§ **What you have to do**: Beginning at the line that holds "[223,2424,441,1974,513,1843,563,1725,600,1652,675,1515,737,1393]", copy the material below exactly through its last line.

§ **Available records**:
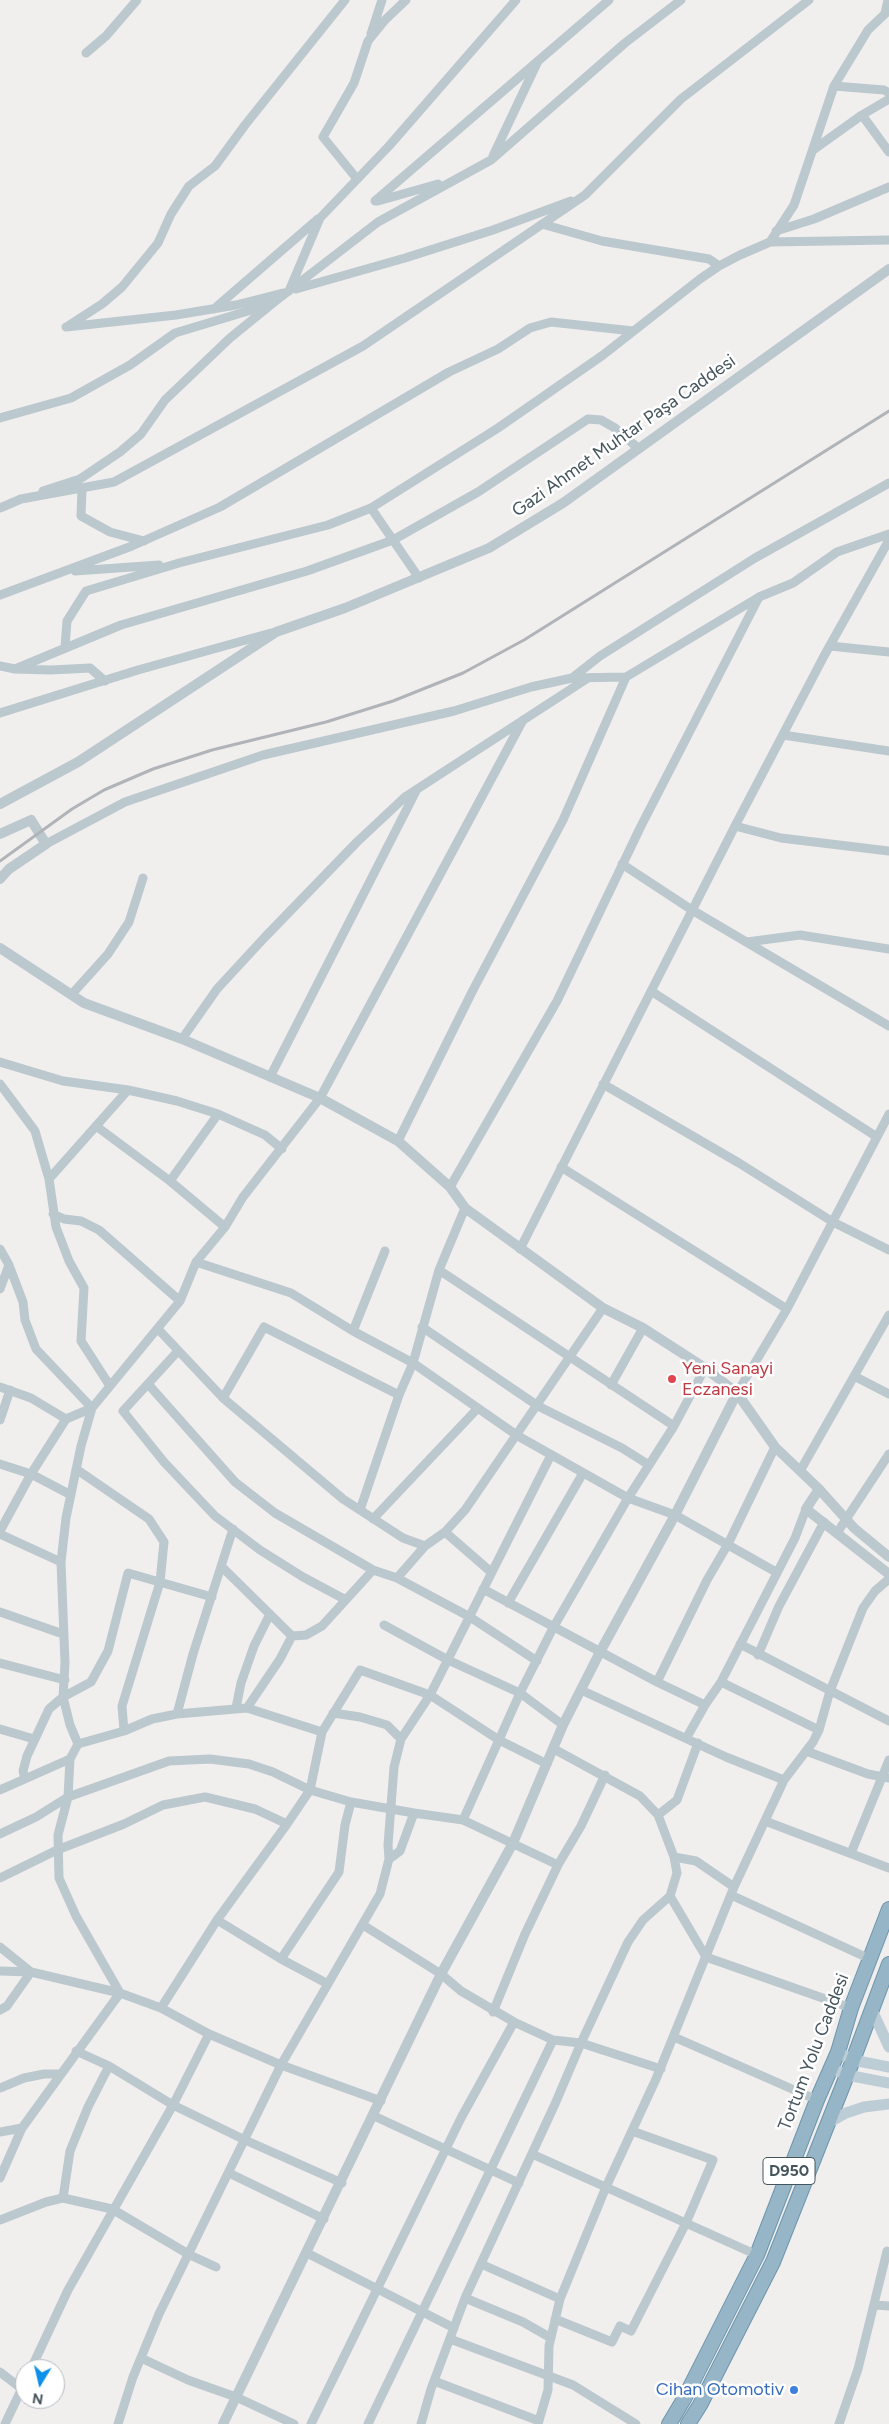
<!DOCTYPE html>
<meta charset="utf-8">
<style>
body{margin:0}
#map{position:relative;width:889px;height:2424px;overflow:hidden;background:#f1eeee;font-family:Figtree,sans-serif}
canvas{display:block}
.north{position:absolute;left:15px;top:2359px;width:50px;height:50px;box-sizing:border-box;background:#fff;border:1px solid #b5bbbe;border-radius:50%;rotate:189deg;font-size:14px;font-weight:700;line-height:20px;text-align:center;color:#45555d}
.north::after{content:'';display:block;margin:auto;width:18px;height:22px;background:#0d90ec;clip-path:polygon(50% 0,100% 100%,50% 72%,0 100%)}
</style>
<div id="map">
<canvas width="889" height="2424"></canvas>
<div class="north">N</div>
</div>
<script>
const c = document.querySelector('canvas').getContext('2d');
c.lineJoin = 'round';
const toPath = rows => new Path2D(rows.map(r => 'M' + r).join(''));
function strokePath(path, color, width, dash) { c.strokeStyle = color; c.lineWidth = width; c.lineCap = dash ? 'butt' : 'round'; c.setLineDash(dash || []); c.stroke(path); }
function label(font, color, halo, rows, align = 'center') {
  c.font = font + ' Figtree,sans-serif'; c.lineWidth = 5; c.setLineDash([]); c.textBaseline = 'middle'; c.strokeStyle = halo; c.fillStyle = color; for (const [text, x, y, turn = 0] of rows) {
    c.save(); c.translate(x, y); c.rotate((+turn || 0) * Math.PI / 180); c.textAlign = isNaN(turn) ? turn : align; if (halo) c.strokeText(text, 0, 0); c.fillText(text, 0, 0); c.restore();
  }
}
const trunk = toPath([
 [669,2424,684,2399,757,2255,817,2100,838,2052,851,2008,889,1909],
 [688,2424,700,2405,773,2262,853,2060,889,1964]
]);
strokePath(trunk, '#6d95ac', 16);
strokePath(toPath([
 [885,13,888,0],
 [371,34,382,0],
 [86,53,106,36,137,0],
 [834,86,884,90,889,93],
 [862,115,889,152],
 [813,150,862,115,889,99],
 [493,156,538,61,609,0],
 [357,179,323,137,354,83,368,41,385,20,406,0],
 [375,201,538,61],
 [378,201,438,184],
 [542,224,602,241,709,259,719,266],
 [776,231,814,219,889,187],
 [770,242,794,205,834,86,868,30,889,10],
 [296,289,405,258,493,230,571,201],
 [289,291,320,218,389,146,516,0],
 [214,309,318,219],
 [68,326,102,304,122,287,158,243,171,214,189,186,215,166,245,125,345,0],
 [66,327,176,315,236,305,283,293],
 [0,418,71,398,130,365,175,333,268,305],
 [82,489,81,516,110,532,144,541],
 [43,491,80,479,120,452,141,434,165,400,230,338,273,303,378,222,491,160,625,43,681,0],
 [0,508,21,499,114,482,363,346,585,195,681,99,809,0],
 [371,508,419,578],
 [75,571,159,565],
 [0,595,132,546,220,507,449,372,498,349,530,328,551,322,633,331],
 [830,646,889,652],
 [65,647,67,621,86,591,179,563,328,525,371,508,498,428,603,355,700,279,719,266,740,255,770,242,889,240],
 [0,666,15,669,51,670,90,668,105,681],
 [15,669,121,625,307,571,393,540,478,492,588,419,601,420,615,428,639,449],
 [572,678,600,656,755,558,889,483],
 [0,713,138,670,271,633],
 [783,735,889,751],
 [735,826,781,838,889,851],
 [46,844,125,802,263,755,454,711,531,687,572,678,626,677,759,597,793,583,837,552,889,534],
 [622,864,692,910,889,1026],
 [747,942,800,935,889,949],
 [651,991,877,1137],
 [72,994,108,954,129,922,143,878],
 [182,1039,217,989,265,937,357,842,405,797,588,678],
 [0,1062,63,1081,128,1090,177,1101,218,1114,265,1135,282,1149],
 [270,1077,416,791],
 [0,1084,35,1131,49,1179,56,1227,69,1261,84,1288,81,1341,110,1386],
 [603,1084,739,1163,833,1222,889,1250],
 [96,1126,128,1090],
 [398,1141,473,990,563,820,626,677],
 [561,1167,787,1309],
 [49,1179,96,1126,170,1181,225,1227],
 [170,1181,218,1114],
 [450,1187,557,1001,641,826,759,597],
 [53,1214,64,1219,81,1221,99,1230,180,1301],
 [0,1249,9,1265,23,1302,25,1320,36,1349,92,1408,66,1419,31,1474,0,1531],
 [520,1249,735,826,824,656,889,540],
 [196,1262,291,1293,353,1331,413,1363,518,1436,628,1498,675,1515,776,1572],
 [439,1270,674,1426],
 [0,1289,9,1265],
 [422,1327,538,1406,622,1448,649,1465],
 [158,1329,223,1398,343,1499,403,1538,425,1546,445,1532,465,1510,603,1308],
 [353,1331,385,1251],
 [178,1351,123,1411,164,1462,215,1516,260,1550,303,1577,346,1600],
 [854,1376,889,1394],
 [148,1384,235,1482,275,1513,373,1570],
 [611,1385,643,1328],
 [0,1387,31,1398,66,1419],
 [737,1393,787,1309,889,1114],
 [223,1398,264,1327,399,1395],
 [0,1420,10,1390],
 [775,1447,728,1544,707,1580,657,1682,705,1705,721,1682,819,1730],
 [0,1464,31,1474,71,1495],
 [76,1469,149,1519,164,1542,160,1582,122,1706,124,1731],
 [800,1471,889,1315],
 [360,1510,399,1395,413,1363,439,1270,465,1208],
 [373,1519,478,1408],
 [445,1532,491,1572],
 [837,1533,889,1454],
 [0,1534,61,1562],
 [222,1567,292,1636],
 [397,1578,425,1546],
 [483,1589,657,1682],
 [508,1603,583,1473],
 [0,1612,63,1634],
 [384,1625,448,1660,520,1693,563,1725],
 [740,1644,889,1721],
 [758,1655,779,1606,824,1522],
 [0,1663,65,1680],
 [721,1682,795,1538,806,1509],
 [581,1690,726,1757,784,1780],
 [236,1708,241,1683,254,1646,270,1614],
 [247,1708,280,1659,292,1636,306,1635,322,1626,373,1570,397,1578,470,1617,537,1661],
 [333,1713,360,1717,387,1725,401,1739],
 [177,1714,193,1654,233,1529],
 [0,1729,34,1739],
 [687,1737,705,1705],
 [78,1744,70,1725,63,1697,65,1663,61,1562,66,1518,81,1446,92,1408,180,1301,196,1262,225,1227,243,1197,320,1098,523,720],
 [806,1751,868,1774,889,1778],
 [547,1764,499,1740,430,1695,551,1455],
 [25,1779,23,1771,27,1756,49,1709,63,1697,91,1682,108,1651,128,1573,212,1597],
 [0,1790,70,1759,78,1744,124,1731,152,1719,177,1714,247,1708,322,1732],
 [658,1815,677,1800,698,1743],
 [463,1820,520,1693,553,1628,628,1498,674,1426,705,1368],
 [765,1821,889,1868],
 [0,1834,36,1817,68,1797,169,1761,210,1759,249,1764,273,1772,310,1790,351,1802,414,1813],
 [851,1853,889,1760],
 [674,1857,696,1861,734,1887],
 [0,1878,57,1850,124,1824,163,1805,205,1797,255,1809,287,1824],
 [731,1895,870,1959],
 [670,1896,706,1957,851,2008],
 [217,1920,281,1959,328,1984],
 [363,1925,441,1974,461,1991,514,2022,553,2040,581,2043,661,2069],
 [0,1947,31,1972,120,1993,161,2008],
 [281,1959,339,1872,345,1825,351,1802],
 [0,1971,31,1972,7,2006,0,2010],
 [493,2012,525,1934,558,1865,581,1826,605,1775],
 [674,2037,817,2100],
 [76,2051,109,2066,173,2105,245,2140,342,2183],
 [109,2066,88,2107,70,2151,63,2198,112,2209,190,2255,216,2267],
 [0,2088,24,2078,44,2074,60,2074],
 [381,2101,281,2065,209,2034,161,2008,217,1920,287,1824,310,1790,322,1732,360,1670,430,1695,401,1739,394,1767,388,1845,389,1859],
 [374,2116,519,2183],
 [0,2132,22,2128],
 [532,2154,757,2255],
 [229,2173,324,2219],
 [0,2178,22,2128,120,1993,76,1916,59,1878,58,1835,68,1797,70,1759],
 [0,2220,46,2202,63,2198],
 [307,2253,454,2328],
 [481,2264,560,2299],
 [465,2298,523,2322,551,2338],
 [874,2305,889,2306],
 [555,2319,612,2342,620,2326,631,2331,686,2223,713,2160,632,2131],
 [450,2339,573,2385,636,2424],
 [141,2358,188,2380,236,2397,294,2424],
 [31,2369,68,2290,173,2105,209,2034],
 [0,2372,22,2389],
 [434,2381,539,2421],
 [5,2424,25,2382],
 [118,2424,133,2377,159,2314,281,2065,380,1894,389,1859,400,1851,414,1813,463,1820,558,1865],
 [311,2424,461,2118,514,2022],
 [368,2424,553,2040],
 [421,2424,431,2389,465,2298,555,2104,581,2043,628,1942,643,1920,670,1896,677,1873,674,1857,658,1815,640,1796,554,1749],
 [538,2424,548,2390,549,2346,560,2299,606,2187,656,2079,734,1887,784,1780,813,1742,819,1730,830,1691,863,1608,875,1591,889,1579],
 [839,2424,858,2369,887,2251]
]), '#bbc8ce', 9);
strokePath(toPath([
 [0,804,78,762,276,632,345,608,489,548,563,503,889,269],
 [0,834,31,820,46,844,9,869,0,879],
 [0,948,84,1003,182,1039,320,1098,398,1141,450,1187,465,1208,603,1308,643,1328,705,1368,737,1393,775,1447,819,1489,854,1528,889,1557],
 [819,1489,806,1509,889,1574],
 [223,2424,441,1974,513,1843,563,1725,600,1652,675,1515,737,1393]
]), '#bbc8ce', 10);
strokePath(toPath([
 [872,2010,889,2047],
 [838,2052,853,2060,889,2067],
 [830,2068,847,2075,889,2083],
 [828,2123,846,2113,864,2107,889,2104]
]), '#bdcdd6', 11);
strokePath(trunk, '#96b6c8', 14);
strokePath(toPath([
 [0,861,72,809,104,790,153,769,212,750,326,722,393,701,463,673,524,640,889,411]
]), '#b0b4b9', 3);
for (const [x, y, r, color] of [
 [672,1379,5,"#e0444e"],
 [794,2390,5,"#3f7fe0"]
]) { const dot = new Path2D(); dot.arc(x, y, r, 0, 2 * Math.PI); c.fillStyle = color; c.fill(dot); strokePath(dot, '#fff', 2); }
for (const [x, y, w] of [
 [789,2171,52]
]) { const box = new Path2D(); box.roundRect(x - w / 2, y - 13.5, w, 27, 4); c.fillStyle = '#fff'; c.fill(box); strokePath(box, '#45555d', 1); }
label('bold 16px', '#45555d', null, [
 ["D950",789,2171]
]);
label('18px', '#45555d', '#fff', [
 ["Gazi Ahmet Muhtar Paşa Caddesi",624,436,-35],
 ["Tortum Yolu Caddesi",814,2052,-69]
]);
label('18px', '#be3a42', '#fff', [
 ["Yeni Sanayi",682,1369],
 ["Eczanesi",682,1390]
], 'left');
label('18px', '#366cbe', '#fff', [
 ["Cihan Otomotiv",784,2390]
], 'right');
</script>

§ **Solution**:
 [223,2424,441,1974,513,1843,563,1725,600,1652,675,1515,737,1393]
]), '#bbc8ce', 10);
strokePath(toPath([
 [872,2010,889,2047],
 [838,2052,853,2060,889,2067],
 [830,2068,847,2075,889,2083],
 [828,2123,846,2113,864,2107,889,2104]
]), '#bdcdd6', 11);
strokePath(trunk, '#96b6c8', 14);
strokePath(toPath([
 [0,861,72,809,104,790,153,769,212,750,326,722,393,701,463,673,524,640,889,411]
]), '#b0b4b9', 3);
for (const [x, y, r, color] of [
 [672,1379,5,"#e0444e"],
 [794,2390,5,"#3f7fe0"]
]) { const dot = new Path2D(); dot.arc(x, y, r, 0, 2 * Math.PI); c.fillStyle = color; c.fill(dot); strokePath(dot, '#fff', 2); }
for (const [x, y, w] of [
 [789,2171,52]
]) { const box = new Path2D(); box.roundRect(x - w / 2, y - 13.5, w, 27, 4); c.fillStyle = '#fff'; c.fill(box); strokePath(box, '#45555d', 1); }
label('bold 16px', '#45555d', null, [
 ["D950",789,2171]
]);
label('18px', '#45555d', '#fff', [
 ["Gazi Ahmet Muhtar Paşa Caddesi",624,436,-35],
 ["Tortum Yolu Caddesi",814,2052,-69]
]);
label('18px', '#be3a42', '#fff', [
 ["Yeni Sanayi",682,1369],
 ["Eczanesi",682,1390]
], 'left');
label('18px', '#366cbe', '#fff', [
 ["Cihan Otomotiv",784,2390]
], 'right');
</script>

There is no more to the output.